The insurance regulator plans to finalise the proposal to allow district central co-operative banks, regional rural banks, primary agricultural co-operative societies and individuals to peddle micro-insurance in rural and semi-urban areas.
This move is aimed at increasing penetration of life, non-life and medical insurance in the hinterland. Individuals who will be allowed to sell micro-insurance include shopkeepers, medical store owners, petrol pump owners and public telephone operators.
The micro-insurance regulations are tailored to encourage insurers to offer affordable insurance products to the rural and semi-urban population with low distribution costs.
Since individuals are already allowed by the Reserve Bank of India to work as banking correspondents (BC) in rural markets, there is a case to leverage on their presence in rural areas to sell micro-insurance. The same holds good for district central co-operative banks, regional rural banks, and primary agricultural co-operative societies, said a senior IRDA official.
MIS-SELLING, A CONCERN
However, the official said banks and insurers must beware of the possibility of mis-selling. It (mis-selling) is a concern and we are trying to come up with a solution, he said.
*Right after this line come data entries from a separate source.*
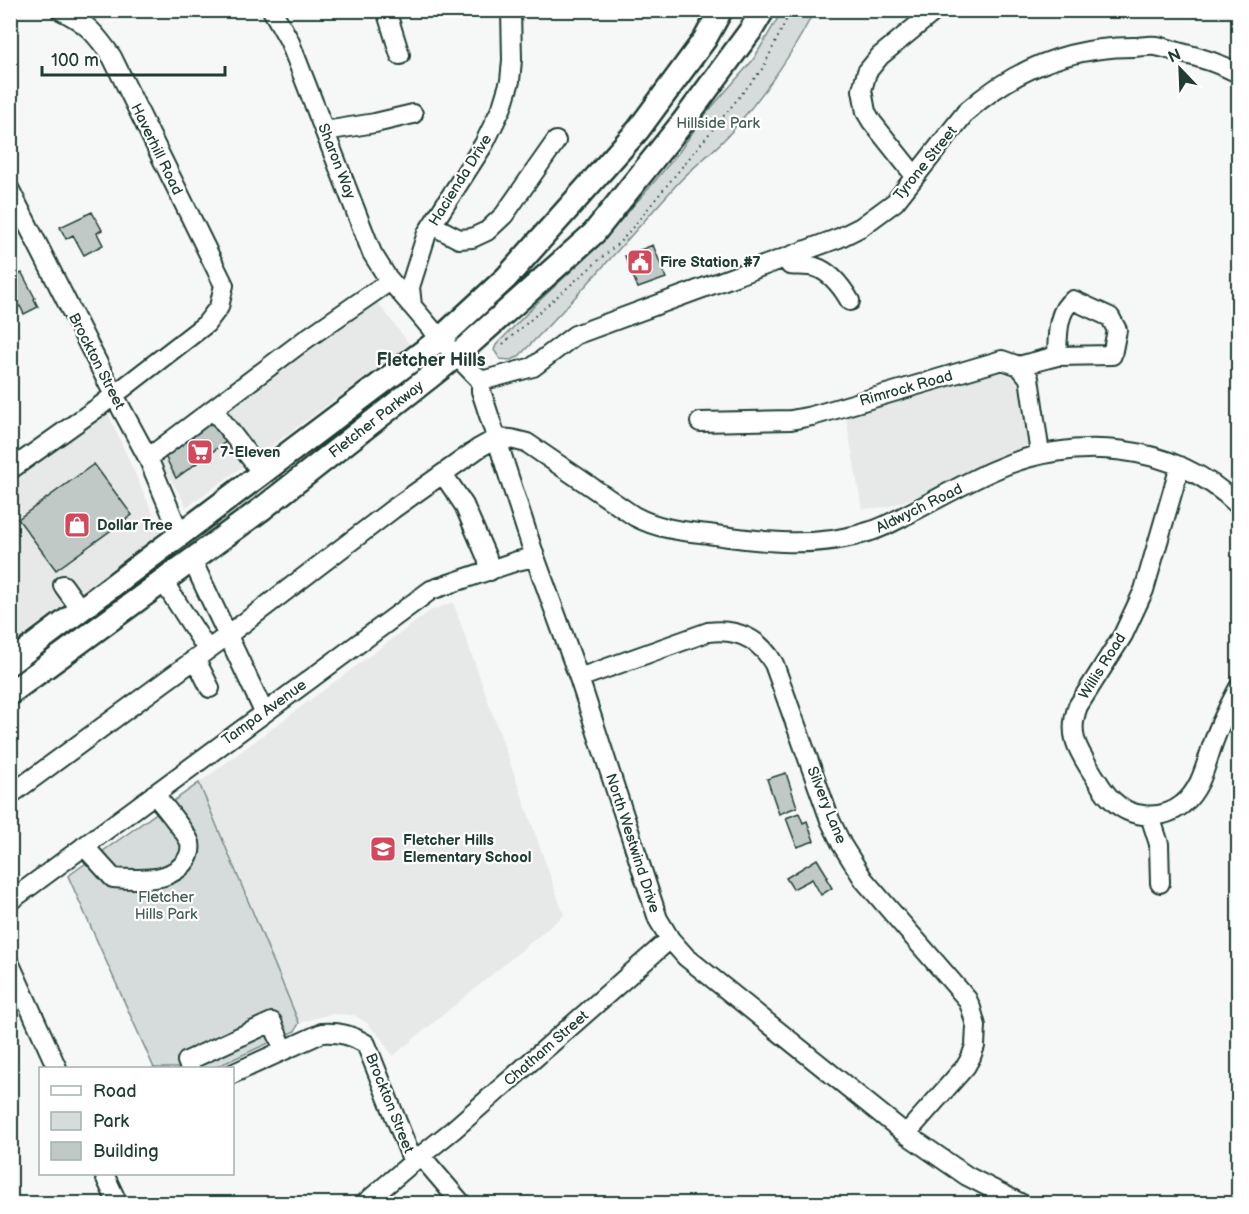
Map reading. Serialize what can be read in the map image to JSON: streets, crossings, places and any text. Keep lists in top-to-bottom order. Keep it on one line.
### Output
{"streets":{"main road":["Fletcher Parkway"],"street":["Haverhill Road","Sharon Way","Tyrone Street","Hacienda Drive","Brockton Street","Rimrock Road","Aldwych Road","Willis Road","Tampa Avenue","Silvery Lane","North Westwind Drive","Chatham Street"]},"crossings":[["Haverhill Road","Brockton Street"],["Sharon Way","Hacienda Drive"],["Tyrone Street","North Westwind Drive"],["Brockton Street","Fletcher Parkway"],["Brockton Street","Chatham Street"],["Aldwych Road","Willis Road"],["Aldwych Road","North Westwind Drive"],["Tampa Avenue","North Westwind Drive"],["Silvery Lane","North Westwind Drive"],["North Westwind Drive","Chatham Street"]],"districts":["Fletcher Hills"],"parks":["Hillside Park","Fletcher Hills Park"],"places":{"public building":["Fire Station #7"],"supermarket":["7-Eleven"],"shop":["Dollar Tree"],"school or university":["Fletcher Hills Elementary School"]},"legend":["Road","Park","Building"],"scale_bar":"100 m","north":"top left"}
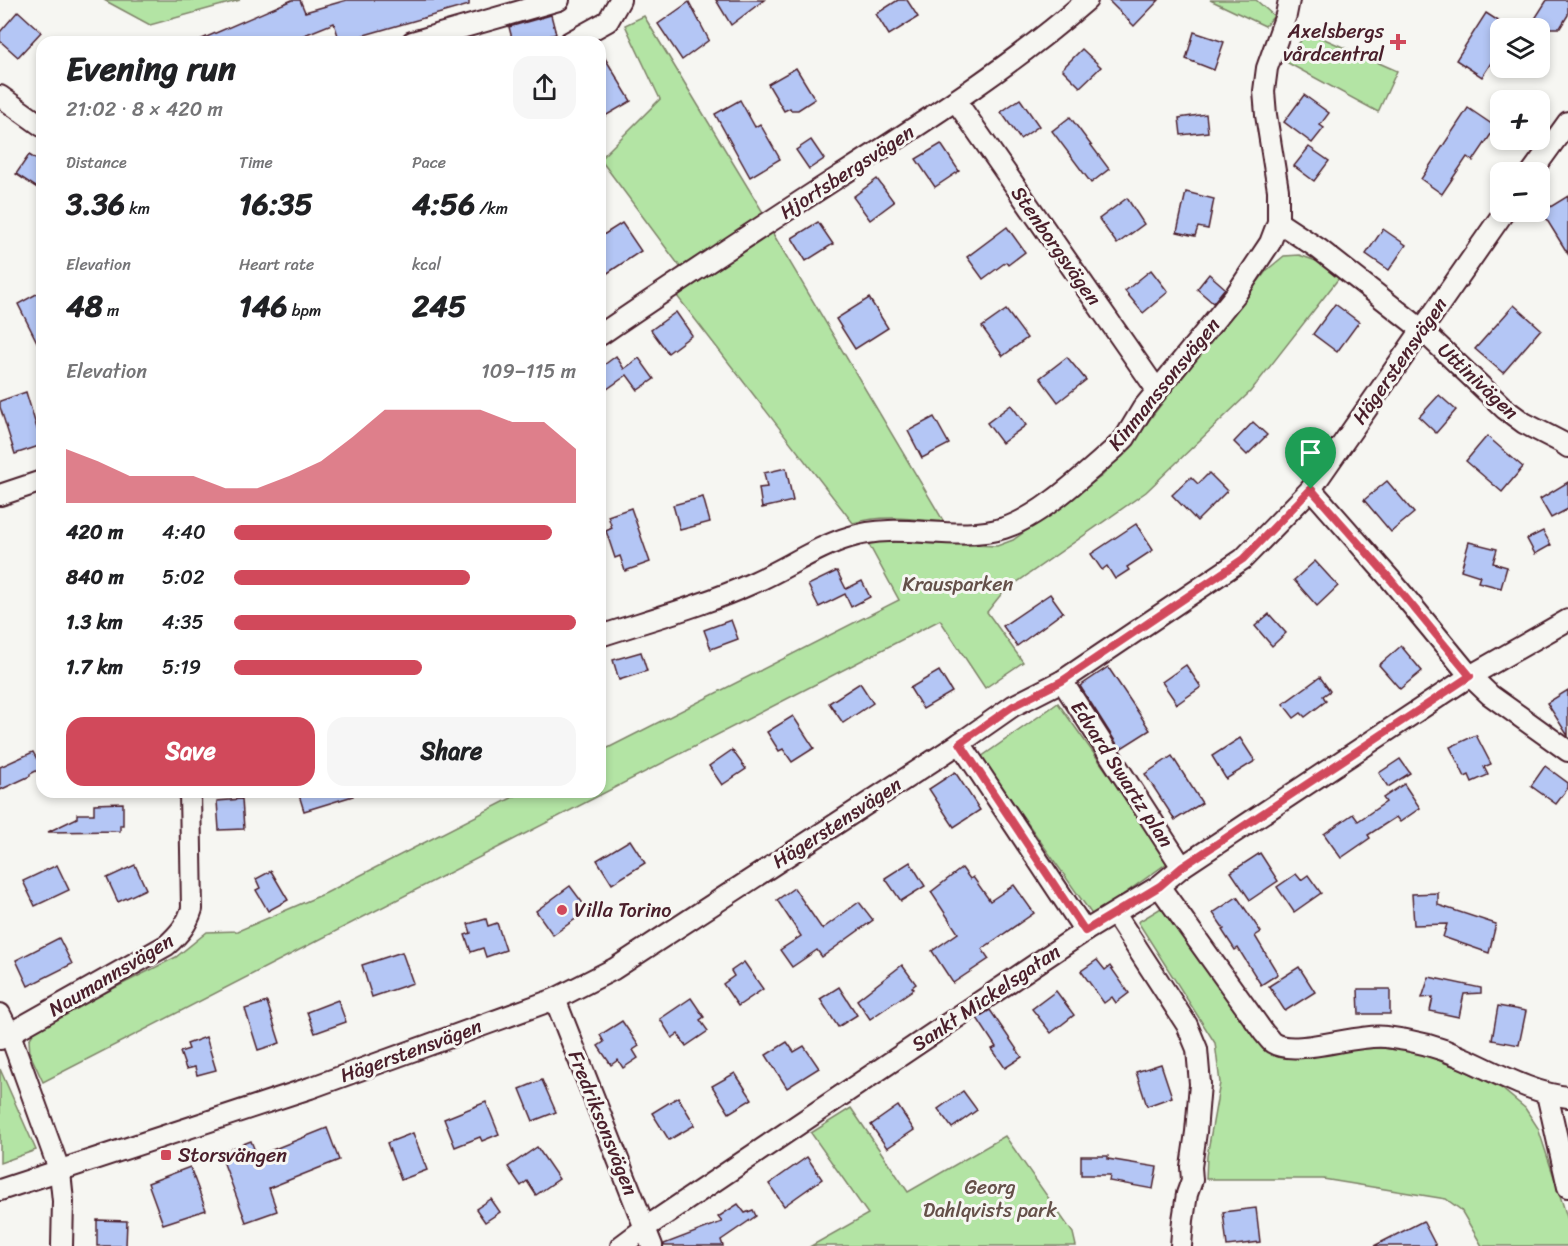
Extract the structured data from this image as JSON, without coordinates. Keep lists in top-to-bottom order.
{
  "streets": {
    "street": [
      "Hjortsbergsvägen",
      "Stenborgsvägen",
      "Hägerstensvägen",
      "Uttinivägen",
      "Kinmanssonsvägen",
      "Edvard Swartz plan",
      "Naumannsvägen",
      "Sankt Mickelsgatan",
      "Fredriksonsvägen"
    ]
  },
  "crossings": [
    ["Hjortsbergsvägen", "Stenborgsvägen"],
    ["Stenborgsvägen", "Kinmanssonsvägen"],
    ["Hägerstensvägen", "Uttinivägen"],
    ["Hägerstensvägen", "Edvard Swartz plan"],
    ["Hägerstensvägen", "Fredriksonsvägen"],
    ["Uttinivägen", "Kinmanssonsvägen"],
    ["Edvard Swartz plan", "Sankt Mickelsgatan"],
    ["Sankt Mickelsgatan", "Fredriksonsvägen"]
  ],
  "parks": ["Krausparken", "Georg Dahlqvists park"],
  "places": {
    "health": ["Axelsbergs vårdcentral"],
    "other": ["Villa Torino"],
    "transit": ["Storsvängen"]
  },
  "page": {
    "map_buttons": ["+", "−"],
    "heading": ["Evening run", "21:02 · 8 × 420 m"],
    "stats": [
      ["Distance", "3.36 km"],
      ["Time", "16:35"],
      ["Pace", "4:56 /km"],
      ["Elevation", "48 m"],
      ["Heart rate", "146 bpm"],
      ["kcal", "245"]
    ],
    "chart": ["Elevation", "109–115 m"],
    "list": [
      {
        "name": "420 m",
        "note": "4:40"
      },
      {
        "name": "840 m",
        "note": "5:02"
      },
      {
        "name": "1.3 km",
        "note": "4:35"
      },
      {
        "name": "1.7 km",
        "note": "5:19"
      }
    ],
    "buttons": ["Save", "Share"]
  }
}
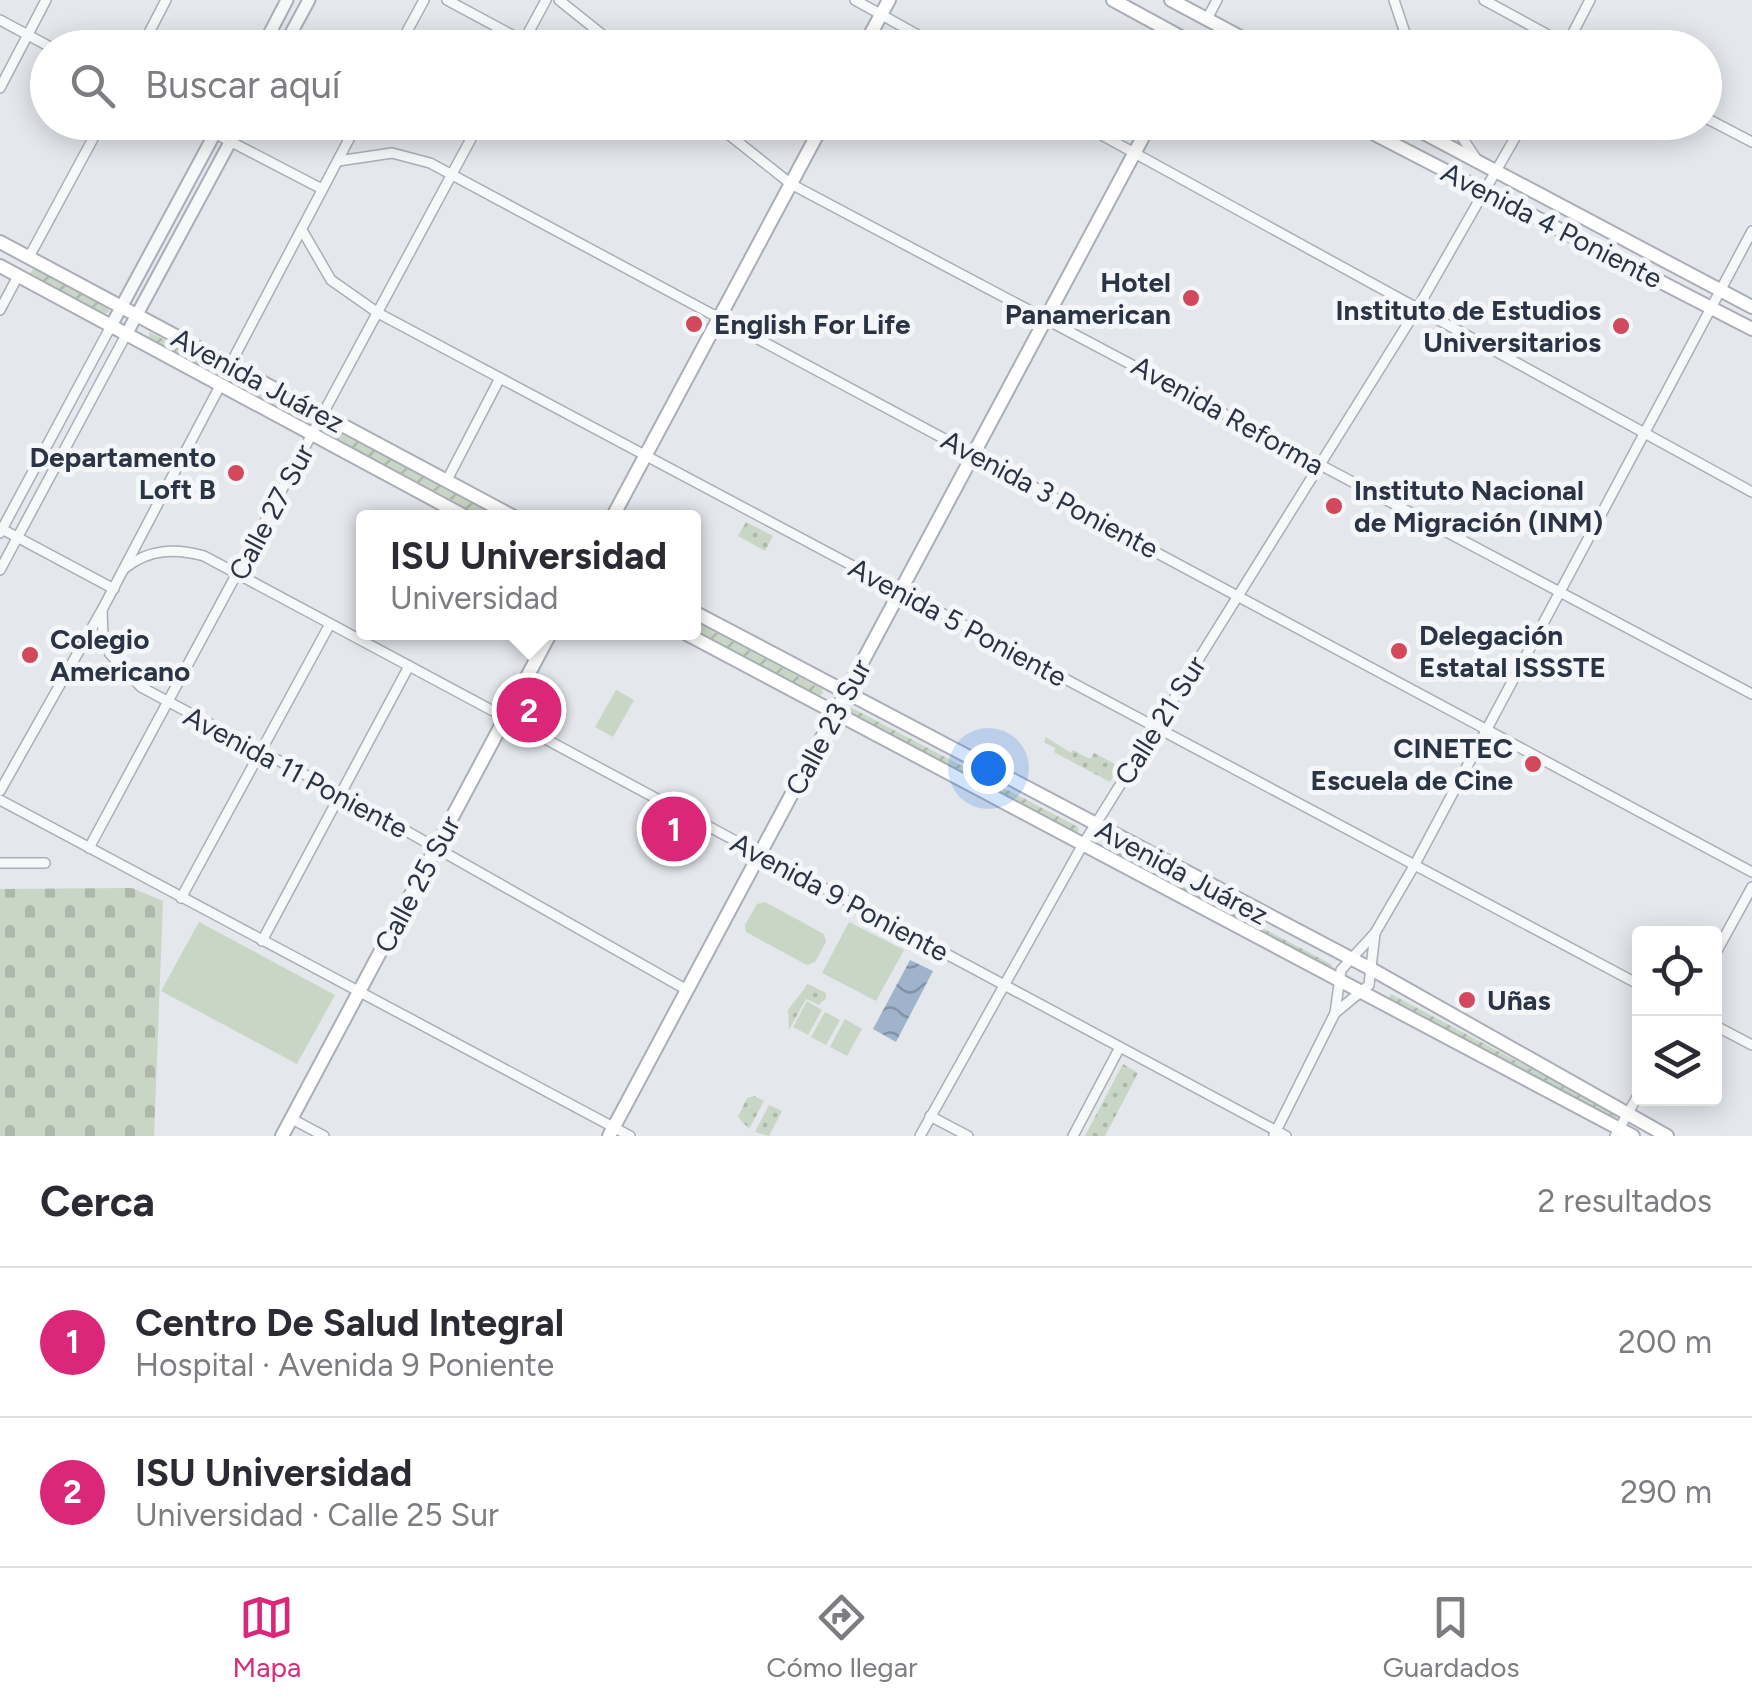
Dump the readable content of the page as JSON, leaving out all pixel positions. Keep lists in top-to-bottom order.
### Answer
{
  "streets": {
    "main road": [
      "Avenida 4 Poniente",
      "Avenida Juárez",
      "Calle 23 Sur",
      "Calle 25 Sur"
    ],
    "street": [
      "Avenida Reforma",
      "Avenida 3 Poniente",
      "Calle 27 Sur",
      "Avenida 5 Poniente",
      "Calle 21 Sur",
      "Avenida 11 Poniente",
      "Avenida 9 Poniente"
    ]
  },
  "crossings": [
    ["Avenida 4 Poniente", "Calle 21 Sur"],
    ["Avenida Juárez", "Calle 27 Sur"],
    ["Avenida Juárez", "Calle 21 Sur"],
    ["Avenida Juárez", "Calle 23 Sur"],
    ["Avenida Reforma", "Calle 21 Sur"],
    ["Avenida Reforma", "Calle 23 Sur"],
    ["Avenida 3 Poniente", "Calle 27 Sur"],
    ["Avenida 3 Poniente", "Calle 21 Sur"],
    ["Avenida 3 Poniente", "Calle 23 Sur"],
    ["Calle 27 Sur", "Avenida 5 Poniente"],
    ["Calle 27 Sur", "Avenida 11 Poniente"],
    ["Calle 27 Sur", "Avenida 9 Poniente"],
    ["Avenida 5 Poniente", "Calle 21 Sur"],
    ["Avenida 5 Poniente", "Calle 23 Sur"],
    ["Calle 21 Sur", "Avenida 9 Poniente"],
    ["Calle 23 Sur", "Avenida 11 Poniente"],
    ["Calle 23 Sur", "Avenida 9 Poniente"],
    ["Avenida 11 Poniente", "Calle 25 Sur"],
    ["Calle 25 Sur", "Avenida 9 Poniente"]
  ],
  "places": [
    "Hotel Panamerican",
    "English For Life",
    "Instituto de Estudios Universitarios",
    "Departamento Loft B",
    "Instituto Nacional de Migración (INM)",
    "Delegación Estatal ISSSTE",
    "Colegio Americano",
    "CINETEC Escuela de Cine",
    "Uñas"
  ],
  "page": {
    "search": "Buscar aquí",
    "popup": ["ISU Universidad", "Universidad"],
    "pins": ["2", "1"],
    "heading": ["Cerca", "2 resultados"],
    "list": [
      {
        "mark": "1",
        "name": "Centro De Salud Integral",
        "note": "Hospital · Avenida 9 Poniente",
        "value": "200 m"
      },
      {
        "mark": "2",
        "name": "ISU Universidad",
        "note": "Universidad · Calle 25 Sur",
        "value": "290 m"
      }
    ],
    "nav": ["Mapa", "Cómo llegar", "Guardados"]
  }
}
Currently, only insurance company agents, commercial banks, microfinance institutions, non-governmental organisations and self-help groups are allowed to sell micro-insurance policies.
Apart from micro-insurance in the life and health space, the regulator is also looking at promoting products for farmers such as crop and weather insurance. To promote crop insurance, the regulator is planning to allow a micro-insurance agent to have a tie up with Agricultural Insurance Company of India in addition to a life and non-life insurer, said the official
After a series of deliberations with members of the Life Insurance Council, representatives from both life and non-life industries and other stakeholders, the regulator plans to come out with final regulations on micro-insurance.
In the life insurance sub-segment of micro-insurance, the individual new business premium during the financial year 2011-12 stood at Rs 115.68 crore for 46.20 lakh new policies, the group business premium amounted to Rs 109.82 crore covering 1.02 crore lives.